Schema details of the ORC File(Taken it from DataFrame Spark-SQL):

 |-- _col0: integer (nullable = true)
 |-- _col1: string (nullable = true)
 |-- _col2: integer (nullable = true)
 |-- _col3: byte (nullable = true)
 |-- _col4: short (nullable = true)
 |-- _col5: integer (nullable = true)
 |-- _col6: decimal(18,0) (nullable = true)
 |-- _col7: decimal(9,2) (nullable = true)
 |-- _col8: decimal(9,2) (nullable = true)
 |-- _col9: decimal(9,2) (nullable = true)
 |-- _col10: date (nullable = true)
 |-- _col11: decimal(9,2) (nullable = true)
 |-- _col12: string (nullable = true)
 |-- _col13: string (nullable = true)

But When I am trying to do select on the created table getting below error:

select * from fact_scanv_dly_stg limit 5;


OK
Failed with exception java.io.IOException:org.apache.hadoop.hive.ql.metadata.HiveException: java.lang.ClassCastException: org.apache.hadoop.hive.serde2.io.ByteWritable cannot 
be cast to org.apache.hadoop.hive.serde2.io.HiveCharWritable

Any suggestions please ??

1
Shouldn't the char(2) be varchar(2)?
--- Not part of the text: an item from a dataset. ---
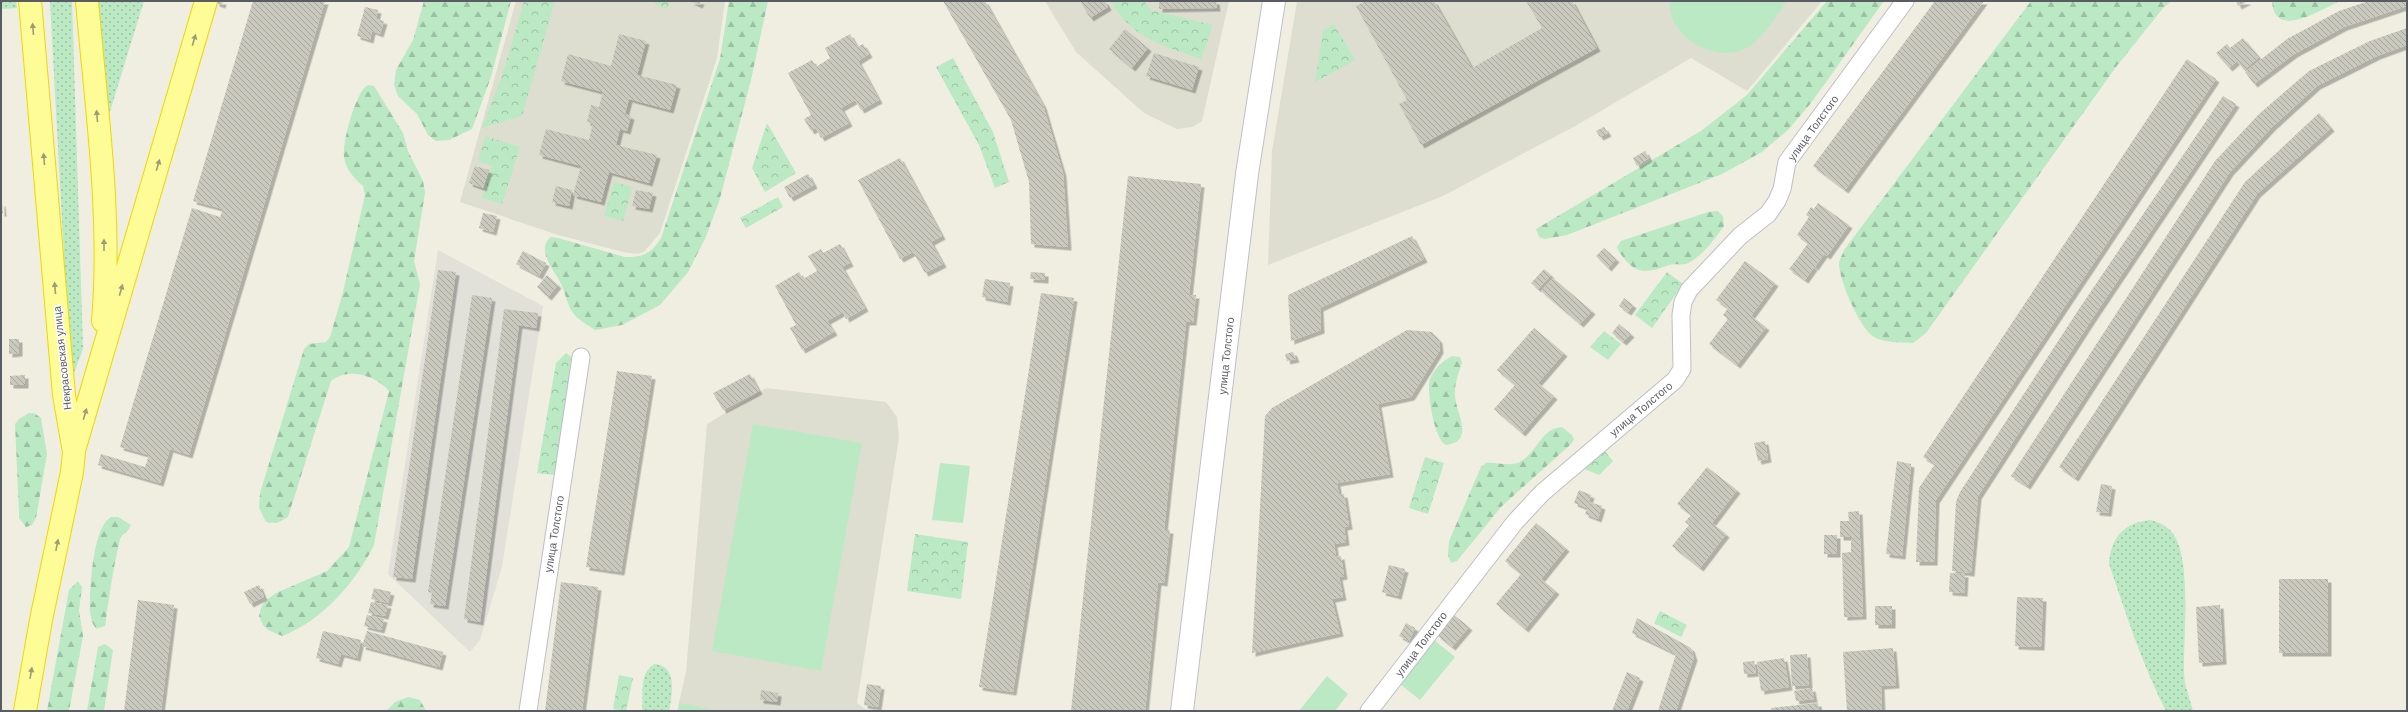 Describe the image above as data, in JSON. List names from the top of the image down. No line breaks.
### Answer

Also, something doesn't add up. Your created table does not have any decimal fields, but the schema shows some as decimal. Are these the same table?samkart
How are the data in location: 'hdfs:///my/location/scanv_data/'? What format does it have? can you do: hdfs dfs -ls hdfs:///my/location/scanv_data/ , to see what kind of format the files have?Chema

1 Answers

1
votes

This error occurs because while writing data from spark to ORC files, the datatype of columns is also preserved, and hence while creating a hive table you need to map each column with their datatype same as dataframe schema.

Here, this error occurred due to your column _col3 in spark schema being byte whereas you have specified it as a string in hive. The solution will be either to cast all the columns to the required data type in spark and then write ORC files or map exact datatype in hive schema as spark.